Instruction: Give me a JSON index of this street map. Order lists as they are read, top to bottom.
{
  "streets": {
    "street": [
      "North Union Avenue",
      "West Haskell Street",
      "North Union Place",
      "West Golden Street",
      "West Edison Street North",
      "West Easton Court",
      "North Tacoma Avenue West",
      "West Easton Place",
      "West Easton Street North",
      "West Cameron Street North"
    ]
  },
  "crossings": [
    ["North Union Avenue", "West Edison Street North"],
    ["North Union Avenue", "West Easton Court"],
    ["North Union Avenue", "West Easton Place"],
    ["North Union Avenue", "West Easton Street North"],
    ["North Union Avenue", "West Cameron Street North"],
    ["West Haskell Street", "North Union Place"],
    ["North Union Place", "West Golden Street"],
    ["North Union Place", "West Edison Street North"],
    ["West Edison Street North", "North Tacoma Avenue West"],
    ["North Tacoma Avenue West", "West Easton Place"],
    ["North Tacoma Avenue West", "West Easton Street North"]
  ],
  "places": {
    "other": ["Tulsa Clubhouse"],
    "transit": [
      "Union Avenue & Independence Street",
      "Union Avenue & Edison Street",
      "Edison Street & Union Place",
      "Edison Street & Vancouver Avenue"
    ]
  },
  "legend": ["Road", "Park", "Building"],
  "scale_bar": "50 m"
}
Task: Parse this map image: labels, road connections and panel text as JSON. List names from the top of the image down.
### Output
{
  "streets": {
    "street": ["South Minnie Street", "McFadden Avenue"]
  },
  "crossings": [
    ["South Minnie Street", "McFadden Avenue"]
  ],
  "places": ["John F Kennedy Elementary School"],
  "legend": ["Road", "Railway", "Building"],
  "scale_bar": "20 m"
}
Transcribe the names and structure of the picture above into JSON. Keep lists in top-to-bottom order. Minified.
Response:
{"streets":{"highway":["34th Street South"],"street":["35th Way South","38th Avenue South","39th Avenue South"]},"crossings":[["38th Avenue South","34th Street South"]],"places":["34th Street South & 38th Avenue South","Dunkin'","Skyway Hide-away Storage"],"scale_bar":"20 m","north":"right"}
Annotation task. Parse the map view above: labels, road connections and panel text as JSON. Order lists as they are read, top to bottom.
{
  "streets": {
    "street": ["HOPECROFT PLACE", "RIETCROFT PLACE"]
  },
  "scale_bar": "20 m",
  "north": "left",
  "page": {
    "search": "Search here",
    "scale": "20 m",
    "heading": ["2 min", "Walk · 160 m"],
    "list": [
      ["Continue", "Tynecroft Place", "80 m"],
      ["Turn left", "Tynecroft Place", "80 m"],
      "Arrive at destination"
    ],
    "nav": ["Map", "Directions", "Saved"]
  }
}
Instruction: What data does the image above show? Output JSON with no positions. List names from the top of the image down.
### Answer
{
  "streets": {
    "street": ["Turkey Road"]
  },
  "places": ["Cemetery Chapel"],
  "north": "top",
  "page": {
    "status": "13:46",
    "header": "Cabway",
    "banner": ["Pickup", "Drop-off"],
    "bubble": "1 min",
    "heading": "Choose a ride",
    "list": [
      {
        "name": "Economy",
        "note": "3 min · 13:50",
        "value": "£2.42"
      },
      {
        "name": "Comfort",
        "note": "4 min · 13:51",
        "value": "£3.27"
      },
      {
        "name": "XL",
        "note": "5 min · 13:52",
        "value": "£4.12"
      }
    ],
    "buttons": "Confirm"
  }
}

———

• [WORK INSTRUCTIONS]:
Make a verbatim copy of each record.

• [WRITTEN RESPONSE]:
Instruction: Give me a JSON index of this street map. Order lists as they are read, top to bottom.
{
  "streets": {
    "street": [
      "North Union Avenue",
      "West Haskell Street",
      "North Union Place",
      "West Golden Street",
      "West Edison Street North",
      "West Easton Court",
      "North Tacoma Avenue West",
      "West Easton Place",
      "West Easton Street North",
      "West Cameron Street North"
    ]
  },
  "crossings": [
    ["North Union Avenue", "West Edison Street North"],
    ["North Union Avenue", "West Easton Court"],
    ["North Union Avenue", "West Easton Place"],
    ["North Union Avenue", "West Easton Street North"],
    ["North Union Avenue", "West Cameron Street North"],
    ["West Haskell Street", "North Union Place"],
    ["North Union Place", "West Golden Street"],
    ["North Union Place", "West Edison Street North"],
    ["West Edison Street North", "North Tacoma Avenue West"],
    ["North Tacoma Avenue West", "West Easton Place"],
    ["North Tacoma Avenue West", "West Easton Street North"]
  ],
  "places": {
    "other": ["Tulsa Clubhouse"],
    "transit": [
      "Union Avenue & Independence Street",
      "Union Avenue & Edison Street",
      "Edison Street & Union Place",
      "Edison Street & Vancouver Avenue"
    ]
  },
  "legend": ["Road", "Park", "Building"],
  "scale_bar": "50 m"
}
Task: Parse this map image: labels, road connections and panel text as JSON. List names from the top of the image down.
### Output
{
  "streets": {
    "street": ["South Minnie Street", "McFadden Avenue"]
  },
  "crossings": [
    ["South Minnie Street", "McFadden Avenue"]
  ],
  "places": ["John F Kennedy Elementary School"],
  "legend": ["Road", "Railway", "Building"],
  "scale_bar": "20 m"
}
Transcribe the names and structure of the picture above into JSON. Keep lists in top-to-bottom order. Minified.
Response:
{"streets":{"highway":["34th Street South"],"street":["35th Way South","38th Avenue South","39th Avenue South"]},"crossings":[["38th Avenue South","34th Street South"]],"places":["34th Street South & 38th Avenue South","Dunkin'","Skyway Hide-away Storage"],"scale_bar":"20 m","north":"right"}
Annotation task. Parse the map view above: labels, road connections and panel text as JSON. Order lists as they are read, top to bottom.
{
  "streets": {
    "street": ["HOPECROFT PLACE", "RIETCROFT PLACE"]
  },
  "scale_bar": "20 m",
  "north": "left",
  "page": {
    "search": "Search here",
    "scale": "20 m",
    "heading": ["2 min", "Walk · 160 m"],
    "list": [
      ["Continue", "Tynecroft Place", "80 m"],
      ["Turn left", "Tynecroft Place", "80 m"],
      "Arrive at destination"
    ],
    "nav": ["Map", "Directions", "Saved"]
  }
}
Instruction: What data does the image above show? Output JSON with no positions. List names from the top of the image down.
### Answer
{
  "streets": {
    "street": ["Turkey Road"]
  },
  "places": ["Cemetery Chapel"],
  "north": "top",
  "page": {
    "status": "13:46",
    "header": "Cabway",
    "banner": ["Pickup", "Drop-off"],
    "bubble": "1 min",
    "heading": "Choose a ride",
    "list": [
      {
        "name": "Economy",
        "note": "3 min · 13:50",
        "value": "£2.42"
      },
      {
        "name": "Comfort",
        "note": "4 min · 13:51",
        "value": "£3.27"
      },
      {
        "name": "XL",
        "note": "5 min · 13:52",
        "value": "£4.12"
      }
    ],
    "buttons": "Confirm"
  }
}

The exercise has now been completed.